INSTRUCTIONS FOR THE TASK:
An exact reproduction of every record is required.

(Beginning of EXERCISE DATA)

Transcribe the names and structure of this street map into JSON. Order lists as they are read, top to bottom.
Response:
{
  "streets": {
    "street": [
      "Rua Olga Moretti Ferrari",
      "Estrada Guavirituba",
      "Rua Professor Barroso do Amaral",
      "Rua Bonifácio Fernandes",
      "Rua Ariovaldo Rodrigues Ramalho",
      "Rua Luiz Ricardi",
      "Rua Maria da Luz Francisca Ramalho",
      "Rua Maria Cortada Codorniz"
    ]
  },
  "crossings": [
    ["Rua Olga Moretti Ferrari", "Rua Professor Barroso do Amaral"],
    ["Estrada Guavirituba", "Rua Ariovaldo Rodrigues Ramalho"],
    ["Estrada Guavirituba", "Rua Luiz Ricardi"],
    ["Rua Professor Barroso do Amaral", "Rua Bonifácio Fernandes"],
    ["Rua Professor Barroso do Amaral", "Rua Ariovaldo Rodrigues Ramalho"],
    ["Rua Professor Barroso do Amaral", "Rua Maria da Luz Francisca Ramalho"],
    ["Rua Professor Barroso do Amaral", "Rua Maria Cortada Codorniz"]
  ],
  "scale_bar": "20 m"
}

(End of EXERCISE DATA)

TASK RESULT:
Transcribe the names and structure of this street map into JSON. Order lists as they are read, top to bottom.
Response:
{
  "streets": {
    "street": [
      "Rua Olga Moretti Ferrari",
      "Estrada Guavirituba",
      "Rua Professor Barroso do Amaral",
      "Rua Bonifácio Fernandes",
      "Rua Ariovaldo Rodrigues Ramalho",
      "Rua Luiz Ricardi",
      "Rua Maria da Luz Francisca Ramalho",
      "Rua Maria Cortada Codorniz"
    ]
  },
  "crossings": [
    ["Rua Olga Moretti Ferrari", "Rua Professor Barroso do Amaral"],
    ["Estrada Guavirituba", "Rua Ariovaldo Rodrigues Ramalho"],
    ["Estrada Guavirituba", "Rua Luiz Ricardi"],
    ["Rua Professor Barroso do Amaral", "Rua Bonifácio Fernandes"],
    ["Rua Professor Barroso do Amaral", "Rua Ariovaldo Rodrigues Ramalho"],
    ["Rua Professor Barroso do Amaral", "Rua Maria da Luz Francisca Ramalho"],
    ["Rua Professor Barroso do Amaral", "Rua Maria Cortada Codorniz"]
  ],
  "scale_bar": "20 m"
}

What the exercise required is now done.